De l’avis de nos confrères de lematin.ma, le Maroc s’est joint à l’appel de l’ONU pour consacrer 2017 année internationale du tourisme durable en organisant, lundi à Rabat, la deuxième Journée marocaine du tourisme durable et responsable. Aziz Akhannouch, qui assure l’intérim du ministère du Tourisme, a rappelé que le Royaume a pris les devants en adoptant, en janvier 2016, la Charte du tourisme durable et en organisant les trophées qui en sont à leur septième édition. La Charte marocaine est articulée autour de 4 axes : la protection de l’environnement et de la biodiversité, la pérennisation de la culture et du patrimoine, la priorisation du développement local et le respect des communautés d’accueil et l’adoption des principes d’équité, d’éthique et de responsabilité sociale.

Le Maroc, qui ambitionne d’attirer annuellement 20 millions de touristes à l’horizon 2020, s’est dit disposé à accompagner les pays africains, dont certains responsables étaient présents à Rabat tels que le Burkina Faso, la Côte d’Ivoire et le Zimbabwe, dans leurs démarches respectueuses de l’environnement. En 2016, lors de la sixième édition de la Journée mondiale du tourisme durable, les professionnels s’étaient penchés sur la problématique des émissions de gaz à effet de serre et avaient conclu que ce secteur est responsable de 5% de telles émissions à l’origine du réchauffement climatique.
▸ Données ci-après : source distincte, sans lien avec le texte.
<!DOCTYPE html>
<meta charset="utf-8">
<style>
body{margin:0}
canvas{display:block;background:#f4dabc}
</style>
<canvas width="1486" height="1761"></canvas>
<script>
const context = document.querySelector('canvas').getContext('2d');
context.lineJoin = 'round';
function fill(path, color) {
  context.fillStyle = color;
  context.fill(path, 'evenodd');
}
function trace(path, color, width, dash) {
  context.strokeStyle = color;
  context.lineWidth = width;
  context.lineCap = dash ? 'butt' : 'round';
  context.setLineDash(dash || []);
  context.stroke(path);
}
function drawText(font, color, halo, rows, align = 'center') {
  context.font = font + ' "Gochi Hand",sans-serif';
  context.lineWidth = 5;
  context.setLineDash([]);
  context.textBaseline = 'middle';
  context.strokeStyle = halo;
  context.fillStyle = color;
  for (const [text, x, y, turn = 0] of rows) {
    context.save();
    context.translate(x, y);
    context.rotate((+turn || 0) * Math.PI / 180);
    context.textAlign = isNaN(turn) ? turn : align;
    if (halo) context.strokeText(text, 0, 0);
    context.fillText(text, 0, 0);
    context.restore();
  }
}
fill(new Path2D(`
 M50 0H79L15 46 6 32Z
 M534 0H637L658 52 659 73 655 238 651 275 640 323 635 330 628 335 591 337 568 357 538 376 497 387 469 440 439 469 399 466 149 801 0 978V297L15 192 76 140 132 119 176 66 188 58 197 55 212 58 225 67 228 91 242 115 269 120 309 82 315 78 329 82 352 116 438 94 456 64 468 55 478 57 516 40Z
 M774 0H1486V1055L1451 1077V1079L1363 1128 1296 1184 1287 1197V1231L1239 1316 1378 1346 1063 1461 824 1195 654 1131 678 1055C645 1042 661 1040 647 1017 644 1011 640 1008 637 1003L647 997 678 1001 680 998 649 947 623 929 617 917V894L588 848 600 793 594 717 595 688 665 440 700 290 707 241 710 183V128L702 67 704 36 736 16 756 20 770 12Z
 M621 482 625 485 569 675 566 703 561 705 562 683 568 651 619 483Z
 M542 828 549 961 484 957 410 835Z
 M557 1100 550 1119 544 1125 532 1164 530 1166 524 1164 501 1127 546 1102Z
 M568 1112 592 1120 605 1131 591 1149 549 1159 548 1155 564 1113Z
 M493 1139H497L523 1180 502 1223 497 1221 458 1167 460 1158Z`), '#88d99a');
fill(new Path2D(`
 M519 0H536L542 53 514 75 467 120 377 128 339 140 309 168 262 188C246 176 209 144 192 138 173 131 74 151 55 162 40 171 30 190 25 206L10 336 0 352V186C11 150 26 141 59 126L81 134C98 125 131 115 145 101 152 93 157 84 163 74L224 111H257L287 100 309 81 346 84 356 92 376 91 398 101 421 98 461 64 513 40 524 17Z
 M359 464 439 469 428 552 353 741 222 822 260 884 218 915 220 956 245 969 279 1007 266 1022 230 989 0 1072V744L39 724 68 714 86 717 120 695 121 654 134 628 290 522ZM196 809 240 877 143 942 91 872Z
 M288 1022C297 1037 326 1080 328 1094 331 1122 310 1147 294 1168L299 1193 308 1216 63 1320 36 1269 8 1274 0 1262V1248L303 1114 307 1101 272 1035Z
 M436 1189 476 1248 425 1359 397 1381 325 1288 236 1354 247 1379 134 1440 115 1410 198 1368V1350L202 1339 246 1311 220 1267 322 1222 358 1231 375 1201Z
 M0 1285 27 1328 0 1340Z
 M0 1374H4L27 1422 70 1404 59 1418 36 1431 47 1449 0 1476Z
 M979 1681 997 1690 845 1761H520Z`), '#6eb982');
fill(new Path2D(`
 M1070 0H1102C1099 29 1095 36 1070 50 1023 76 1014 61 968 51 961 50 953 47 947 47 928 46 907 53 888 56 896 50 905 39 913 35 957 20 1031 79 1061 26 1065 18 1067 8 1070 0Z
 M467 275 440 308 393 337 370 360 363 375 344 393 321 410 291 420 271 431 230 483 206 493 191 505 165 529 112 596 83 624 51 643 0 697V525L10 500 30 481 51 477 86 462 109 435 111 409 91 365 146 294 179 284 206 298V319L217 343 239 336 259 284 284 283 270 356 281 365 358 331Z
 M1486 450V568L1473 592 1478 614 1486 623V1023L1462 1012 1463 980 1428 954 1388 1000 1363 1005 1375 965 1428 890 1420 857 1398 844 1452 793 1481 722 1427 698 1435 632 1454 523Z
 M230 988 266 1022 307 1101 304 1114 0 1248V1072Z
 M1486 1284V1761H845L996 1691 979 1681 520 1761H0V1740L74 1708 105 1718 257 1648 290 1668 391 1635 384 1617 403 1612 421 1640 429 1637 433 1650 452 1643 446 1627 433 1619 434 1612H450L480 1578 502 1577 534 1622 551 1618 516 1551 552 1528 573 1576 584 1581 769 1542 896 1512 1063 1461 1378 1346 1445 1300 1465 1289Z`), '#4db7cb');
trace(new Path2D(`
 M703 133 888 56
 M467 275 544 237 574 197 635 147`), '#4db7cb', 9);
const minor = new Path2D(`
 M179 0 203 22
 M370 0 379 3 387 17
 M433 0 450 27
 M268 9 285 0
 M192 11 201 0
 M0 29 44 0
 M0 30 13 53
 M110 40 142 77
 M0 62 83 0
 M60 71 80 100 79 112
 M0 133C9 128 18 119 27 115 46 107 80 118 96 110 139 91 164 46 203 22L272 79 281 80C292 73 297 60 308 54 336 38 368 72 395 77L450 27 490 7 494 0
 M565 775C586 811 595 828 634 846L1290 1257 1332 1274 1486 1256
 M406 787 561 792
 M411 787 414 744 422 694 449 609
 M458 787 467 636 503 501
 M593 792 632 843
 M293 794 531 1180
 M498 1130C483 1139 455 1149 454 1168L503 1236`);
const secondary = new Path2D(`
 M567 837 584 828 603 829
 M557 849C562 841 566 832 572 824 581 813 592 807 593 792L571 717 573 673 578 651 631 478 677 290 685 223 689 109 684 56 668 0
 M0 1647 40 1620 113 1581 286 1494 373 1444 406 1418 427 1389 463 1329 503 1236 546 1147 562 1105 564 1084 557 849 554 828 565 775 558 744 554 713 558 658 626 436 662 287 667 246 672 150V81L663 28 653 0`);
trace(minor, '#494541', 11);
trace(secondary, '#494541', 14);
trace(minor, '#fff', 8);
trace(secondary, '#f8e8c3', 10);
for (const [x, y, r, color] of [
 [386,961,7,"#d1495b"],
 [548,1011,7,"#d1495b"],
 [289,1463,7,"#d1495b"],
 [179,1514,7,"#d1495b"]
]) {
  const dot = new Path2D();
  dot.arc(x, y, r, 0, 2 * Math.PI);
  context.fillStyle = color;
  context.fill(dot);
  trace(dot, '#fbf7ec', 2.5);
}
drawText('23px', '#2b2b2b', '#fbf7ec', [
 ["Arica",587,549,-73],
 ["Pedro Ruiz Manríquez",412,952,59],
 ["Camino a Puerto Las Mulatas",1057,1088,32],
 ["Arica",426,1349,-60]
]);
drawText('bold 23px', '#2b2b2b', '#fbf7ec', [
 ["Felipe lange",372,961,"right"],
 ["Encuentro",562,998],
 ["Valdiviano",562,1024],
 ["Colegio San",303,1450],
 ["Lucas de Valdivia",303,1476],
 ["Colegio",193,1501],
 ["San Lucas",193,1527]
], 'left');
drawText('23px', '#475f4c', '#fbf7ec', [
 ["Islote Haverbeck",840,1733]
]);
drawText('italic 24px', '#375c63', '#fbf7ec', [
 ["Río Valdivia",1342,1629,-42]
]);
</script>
Qu’en est-il pour le Maroc, pays où le tourisme, selon les chiffres 2015 du ministère, représente environ 12% du produit intérieur brut (Pib) et 5% de l’emploi ? Nada Rouides, secrétaire générale du ministère du Tourisme, a fait savoir qu’une étude portant sur la quantification des gaz à effet de serre générés par le secteur est en cours de réalisation et que les résultats seront bientôt dévoilés.

En attendant de savoir jusqu’à quel niveau les voyages et les séjours d’agrément participent au réchauffement de la planète, Nada Rouides a dit compter sur «le changement des comportements et la formation au profit des professionnels» induits en partie par l’organisation par le Maroc, du 7 au 18 novembre 2016 à Marrakech, de la COP 22. Le directeur de l’Organisation mondiale du tourisme, Zhu Shanzhong, a souligné que les arrivées touristiques en Afrique, le continent le moins responsable du changement climatique, mais qui en pâtit le plus, ont connu un bond de 8% ce qui «représente des opportunités à saisir (…) Cependant, une étude de l’Organisation mondiale du tourisme a montré que l’Afrique a encore besoin de monitoring, d’analyse et de suivi».

De la même manière que la COP 22 de Marrakech a contribué à la prise de conscience de la responsabilité environnementale des touristes, il est attendu de la COP 23 d’en faire autant ou davantage. Ce prochain rendez-vous planétaire, du 6 au 17 novembre 2017, sera présidé par les îles Fidji, archipel du sud-ouest du Pacifique aux 300 îles paradisiaques. Ce pays risque purement et simplement d’être rayé de la carte en raison de la montée des eaux. Les fans des cocotiers et des plages au sable fin en sont avertis.